**Work item**
Every line with the string "hidden" must be copied from the entries below.

**Records shown**
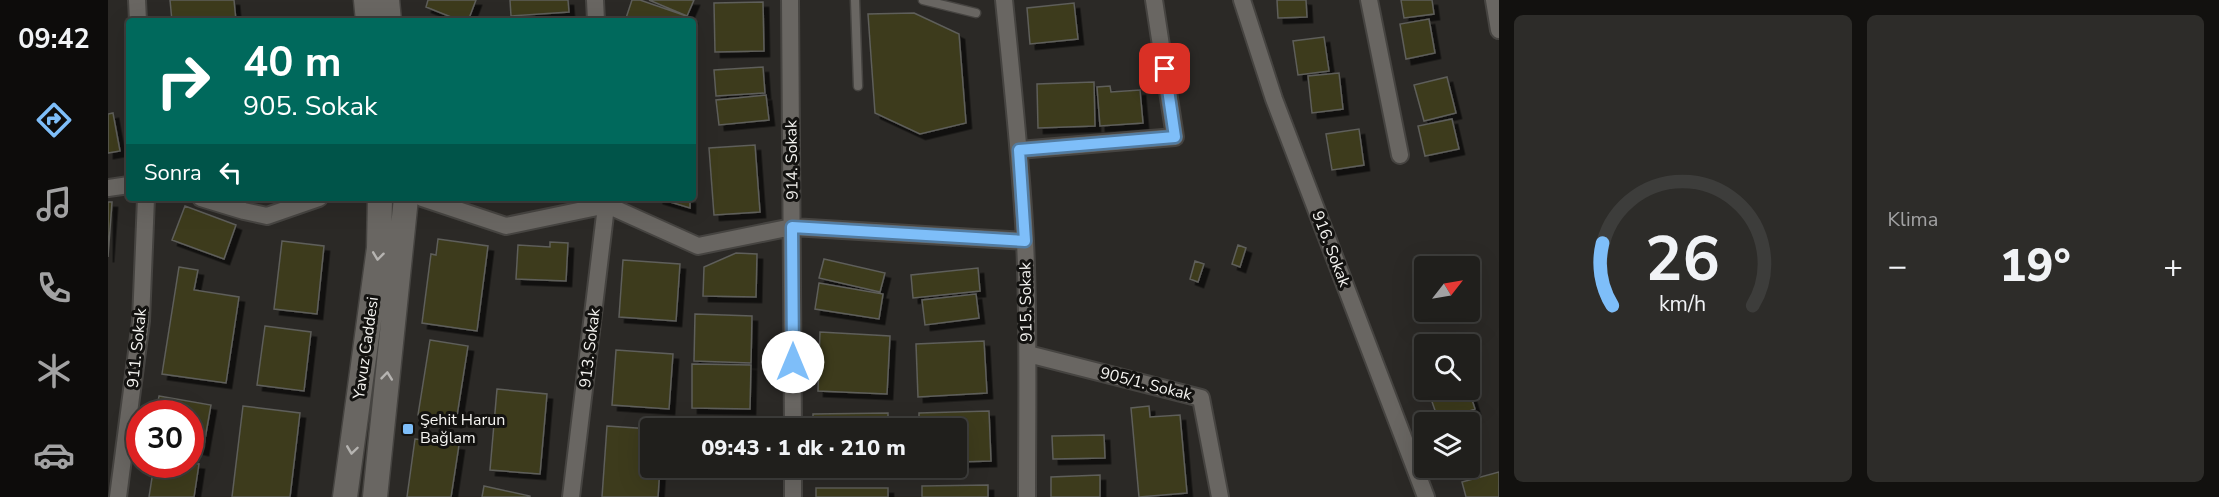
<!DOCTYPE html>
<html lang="tr">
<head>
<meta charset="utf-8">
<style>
  body { margin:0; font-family:"Nunito Sans",sans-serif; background:#2d2c29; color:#f1f3f6; height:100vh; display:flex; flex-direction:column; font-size:22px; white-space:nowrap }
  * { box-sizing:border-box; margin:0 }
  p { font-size:20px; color:#a2a2a3 }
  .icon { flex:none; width:33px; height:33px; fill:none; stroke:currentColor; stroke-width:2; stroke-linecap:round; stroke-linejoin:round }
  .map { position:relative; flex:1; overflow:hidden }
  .side { display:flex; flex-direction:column; gap:15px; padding:15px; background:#12110f; width:720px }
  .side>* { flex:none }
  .banner { position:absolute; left:18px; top:18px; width:570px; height:183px; border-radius:6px; box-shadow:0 6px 24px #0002,0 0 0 2px #3d3d3b; background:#00695c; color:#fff; overflow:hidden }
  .needle { width:39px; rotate:59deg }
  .controls { position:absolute; left:1306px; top:256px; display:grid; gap:12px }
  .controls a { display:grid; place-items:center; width:66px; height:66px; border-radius:6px; background:#201f1c; box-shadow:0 6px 24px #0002,0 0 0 2px #3d3d3b; font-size:30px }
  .speed { position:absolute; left:18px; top:400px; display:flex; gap:12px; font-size:30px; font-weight:700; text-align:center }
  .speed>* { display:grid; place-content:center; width:78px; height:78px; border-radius:50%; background:#201f1c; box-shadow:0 6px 24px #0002,0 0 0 2px #3d3d3b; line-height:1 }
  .speed .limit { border:9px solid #d22; background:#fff; color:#111 }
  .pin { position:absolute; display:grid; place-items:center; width:51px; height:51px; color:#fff; margin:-26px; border-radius:12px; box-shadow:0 3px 9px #0006 }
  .me { position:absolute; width:66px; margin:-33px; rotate:0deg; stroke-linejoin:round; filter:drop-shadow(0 0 4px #0008) }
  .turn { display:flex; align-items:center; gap:21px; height:126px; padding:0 18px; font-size:27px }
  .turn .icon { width:78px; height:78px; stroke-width:2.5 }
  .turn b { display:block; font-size:42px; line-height:51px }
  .then { display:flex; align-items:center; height:57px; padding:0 18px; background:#0003; gap:12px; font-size:22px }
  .big { font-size:45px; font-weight:800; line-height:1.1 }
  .side .tile { flex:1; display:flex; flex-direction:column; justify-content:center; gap:9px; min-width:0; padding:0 21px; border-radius:9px; background:#2d2c29 }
  .side .dial { align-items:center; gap:0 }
  .dial svg { height:156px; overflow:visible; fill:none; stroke:#3d3d3b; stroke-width:7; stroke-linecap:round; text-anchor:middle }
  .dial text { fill:#f1f3f6; stroke:none }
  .heat { display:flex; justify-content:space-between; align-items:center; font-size:33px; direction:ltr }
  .side .tiles { flex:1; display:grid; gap:15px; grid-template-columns:repeat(2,1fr) }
  .trip { position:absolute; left:532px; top:418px; width:327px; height:60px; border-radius:6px; background:#201f1c; box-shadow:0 6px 24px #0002,0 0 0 2px #3d3d3b; font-weight:800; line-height:60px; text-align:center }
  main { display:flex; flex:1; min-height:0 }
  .dock { display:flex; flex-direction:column; width:108px; justify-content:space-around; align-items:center; background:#0d0c0b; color:#a2a2a3 }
  .dock .icon { width:42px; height:42px }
  .dock .selected { color:#7ebef9 }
  .dock b { font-size:27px; color:#f1f3f6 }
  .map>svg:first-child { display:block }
</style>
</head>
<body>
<main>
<nav class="dock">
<b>09:42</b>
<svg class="icon selected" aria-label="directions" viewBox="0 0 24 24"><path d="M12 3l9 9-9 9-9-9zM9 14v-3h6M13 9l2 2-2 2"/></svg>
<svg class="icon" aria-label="music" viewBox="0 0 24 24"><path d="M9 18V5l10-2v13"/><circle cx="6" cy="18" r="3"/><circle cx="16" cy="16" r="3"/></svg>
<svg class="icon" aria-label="phone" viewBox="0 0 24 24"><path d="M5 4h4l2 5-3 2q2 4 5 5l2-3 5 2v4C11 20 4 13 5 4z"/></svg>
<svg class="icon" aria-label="climate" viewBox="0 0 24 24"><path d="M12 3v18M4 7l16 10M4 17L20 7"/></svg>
<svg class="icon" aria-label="car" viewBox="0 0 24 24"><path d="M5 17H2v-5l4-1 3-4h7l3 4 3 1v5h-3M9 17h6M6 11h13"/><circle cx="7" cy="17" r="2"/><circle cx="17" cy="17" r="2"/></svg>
</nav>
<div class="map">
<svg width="1391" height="497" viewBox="0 0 1391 497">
  <defs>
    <filter id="shadow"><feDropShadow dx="5.5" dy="5.5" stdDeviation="0" flood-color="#0009"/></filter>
  </defs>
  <rect width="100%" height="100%" fill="#2b2926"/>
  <path fill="#3c3b1d" stroke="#5e5e5a" stroke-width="1.5" filter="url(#shadow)" d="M62,0H126L128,21H64Z
    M320,0H368L360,21H353L318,7Z
    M402,0H460L461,12L403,16Z
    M524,0H532L584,18L583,21H526L518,18Z
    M541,0H586L579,16Z
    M1169,0H1198L1199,17L1170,18Z
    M1293,0H1324L1326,14L1296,18Z
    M655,2L656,51L607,52L606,3Z
    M966,3L970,39L922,44L919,8Z
    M806,13L851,34L858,123L812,134L767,113L760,14Z
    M1321,19L1327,53L1298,59L1292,24Z
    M1216,37L1221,71L1190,75L1185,41Z
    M655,67L657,93L608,96L606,70Z
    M1231,73L1235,109L1204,113L1200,76Z
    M1339,77L1348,113L1316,121L1306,85Z
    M986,82L987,126L930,128L929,84Z
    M1002,86L1003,92L1032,90L1035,123L992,126L989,87Z
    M658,95L661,120L611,125L608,100Z
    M5,113L12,151L0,153V114Z
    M1344,119L1351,149L1317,156L1310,126Z
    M1251,129L1256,165L1224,170L1218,134Z
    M647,145L652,212L606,215L601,148Z
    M549,198H582V208Z
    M0,202H4L0,257Z
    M77,206L128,225L116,259L64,240Z
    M330,239L380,246L369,331L314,323L323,254L328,255Z
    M174,241L216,246L209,314L166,309Z
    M442,242L460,243L458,281L408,279L410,245L442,247Z
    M1130,245L1138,248L1132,267L1124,264Z
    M628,253L649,254L648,297L595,296L596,267Z
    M716,259L777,273L772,292L711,278Z
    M515,260L572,264L568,321L511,317Z
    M1087,261L1096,264L1090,282L1082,279Z
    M71,267L90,270L86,290L131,297L118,383L54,374Z
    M870,268L872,291L805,298L803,275Z
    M711,283L775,294L771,319L707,309Z
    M868,294L871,318L817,325L814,300Z
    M587,314L644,316L643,363L586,361Z
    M157,326L203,332L196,391L149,385Z
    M712,332L782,336L779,394L710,391Z
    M1344,337L1346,345H1317V356L1314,344Z
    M322,340L360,346L348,422L310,415Z
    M876,341L879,393L810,397L808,344Z
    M508,350L565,354L561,409L504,405Z
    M584,364L643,365L642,409L584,408Z
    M389,389L439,394L432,474L382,470Z
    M1320,390H1361L1367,409L1331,422Z
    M51,396L103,405L95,450L82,447V414H48Z
    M135,406L192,413L182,497H124Z
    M1041,406L1042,417L1072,415L1079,493L1031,497L1023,408Z
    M881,411L883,461L849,462V429H811V413Z
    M780,413V429H705V414Z
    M499,426L543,429V468H552L550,497H494Z
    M582,427L647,428V429H582Z
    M996,435L997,458L945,459L944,436Z
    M307,439L351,445L343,497H299Z
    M82,463L91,464L86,497H41L46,465H82Z
    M582,468H647V470H582Z
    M1391,472V497H1358L1354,482Z
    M992,475V497H943V477Z
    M880,485V497H814V486Z
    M376,486L422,496V497H374Z
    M708,488H780V497H708Z"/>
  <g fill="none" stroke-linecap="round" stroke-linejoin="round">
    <g stroke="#464441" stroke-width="11">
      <path id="service" d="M747,0L750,86
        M815,0L868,13"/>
    </g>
    <g stroke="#464441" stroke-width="20">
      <path id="minor" d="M29,0L30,21
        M487,0L488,21
        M682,0L685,429
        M896,0C904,80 913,161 917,241C921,326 919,412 919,497
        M1134,0L1166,99L1318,497
        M1261,0L1292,155
        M1386,0L1391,30
        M911,150L1067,137L1046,0
        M0,188L21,185
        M93,198L136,211L159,216L211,198
        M314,198L398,226L499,205L590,246L684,227L917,241
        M920,354L1093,398L1112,497
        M685,468V497
        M10,497L33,321L38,198
        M463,497L499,198"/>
    </g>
    <g stroke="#464441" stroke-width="27">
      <path id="secondary" d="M258,0L260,21
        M279,0L281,21
        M237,497L271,248L272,198
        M267,497L298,198"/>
    </g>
    <use href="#service" stroke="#696662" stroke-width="8"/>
    <use href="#minor" stroke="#696662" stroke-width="16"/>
    <use href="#secondary" stroke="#696662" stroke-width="24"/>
  </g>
  <defs><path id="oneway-chevron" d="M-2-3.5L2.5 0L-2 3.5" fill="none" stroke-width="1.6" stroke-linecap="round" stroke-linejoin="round" transform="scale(1.5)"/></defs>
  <g stroke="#b6b4b1">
    <use href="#oneway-chevron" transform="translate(270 256) rotate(97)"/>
    <use href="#oneway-chevron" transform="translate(279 376) rotate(-84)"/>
    <use href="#oneway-chevron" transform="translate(244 450) rotate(98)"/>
  </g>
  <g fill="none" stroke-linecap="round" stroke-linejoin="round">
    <g stroke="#527ca2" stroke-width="15">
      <path id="route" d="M685,362L684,227L917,241L911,150L1067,137L1057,69"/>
    </g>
    <use href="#route" stroke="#7ebef9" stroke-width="10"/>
  </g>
  <rect fill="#7ebef9" stroke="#131210" stroke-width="2" x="294" y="423" width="12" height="12" rx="3"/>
  <g text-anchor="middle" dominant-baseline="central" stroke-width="6" stroke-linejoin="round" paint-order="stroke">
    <g font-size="16" fill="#f5f4f1" stroke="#131210">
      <text transform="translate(684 160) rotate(-91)">914. Sokak</text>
      <text transform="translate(1223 249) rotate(69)">916. Sokak</text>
      <text transform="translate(918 302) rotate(-91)">915. Sokak</text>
      <text transform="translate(29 348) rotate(-84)">911. Sokak</text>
      <text transform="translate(258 348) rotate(-82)">Yavuz Caddesi</text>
      <text transform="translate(482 348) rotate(-83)">913. Sokak</text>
      <text transform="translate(1038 384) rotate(14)">905/1. Sokak</text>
    </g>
    <g font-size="16" fill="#f5f4f1" stroke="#131210" text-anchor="start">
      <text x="312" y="420">Şehit Harun<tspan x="312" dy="18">Bağlam</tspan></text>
    </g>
  </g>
</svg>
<div class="controls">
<a><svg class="needle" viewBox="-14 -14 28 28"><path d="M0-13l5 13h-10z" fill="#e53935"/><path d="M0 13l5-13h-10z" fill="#a2a2a3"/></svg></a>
<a><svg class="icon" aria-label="search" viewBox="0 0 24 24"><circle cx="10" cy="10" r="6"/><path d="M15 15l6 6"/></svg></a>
<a><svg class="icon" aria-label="layers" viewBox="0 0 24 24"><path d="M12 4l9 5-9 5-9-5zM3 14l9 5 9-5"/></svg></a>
</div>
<div class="speed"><div class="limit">30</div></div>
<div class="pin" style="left:1057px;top:69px;background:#d93025"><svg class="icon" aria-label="arrive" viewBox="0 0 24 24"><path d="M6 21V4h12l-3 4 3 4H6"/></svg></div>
<svg class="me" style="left:685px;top:362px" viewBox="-20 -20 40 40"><circle r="19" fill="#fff"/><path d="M0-13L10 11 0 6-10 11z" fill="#7ebef9"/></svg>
<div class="trip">09:43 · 1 dk · 210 m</div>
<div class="banner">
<div class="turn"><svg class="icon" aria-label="right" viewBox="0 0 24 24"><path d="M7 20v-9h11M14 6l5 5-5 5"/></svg><div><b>40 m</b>905. Sokak</div></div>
<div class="then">Sonra<svg class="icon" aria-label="left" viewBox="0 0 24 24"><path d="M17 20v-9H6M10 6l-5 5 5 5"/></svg></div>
</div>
</div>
<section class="side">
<div class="tiles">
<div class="tile dial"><svg viewBox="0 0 100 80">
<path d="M14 69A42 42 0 1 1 86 69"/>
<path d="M14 69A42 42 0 0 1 9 37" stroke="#7ebef9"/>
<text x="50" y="56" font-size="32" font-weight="700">26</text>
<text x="50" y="72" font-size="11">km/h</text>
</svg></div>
<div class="tile"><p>Klima</p>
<div class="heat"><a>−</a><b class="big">19°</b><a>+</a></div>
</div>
</div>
</section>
</main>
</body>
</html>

**Written answer**
  .map { position:relative; flex:1; overflow:hidden }
  .banner { position:absolute; left:18px; top:18px; width:570px; height:183px; border-radius:6px; box-shadow:0 6px 24px #0002,0 0 0 2px #3d3d3b; background:#00695c; color:#fff; overflow:hidden }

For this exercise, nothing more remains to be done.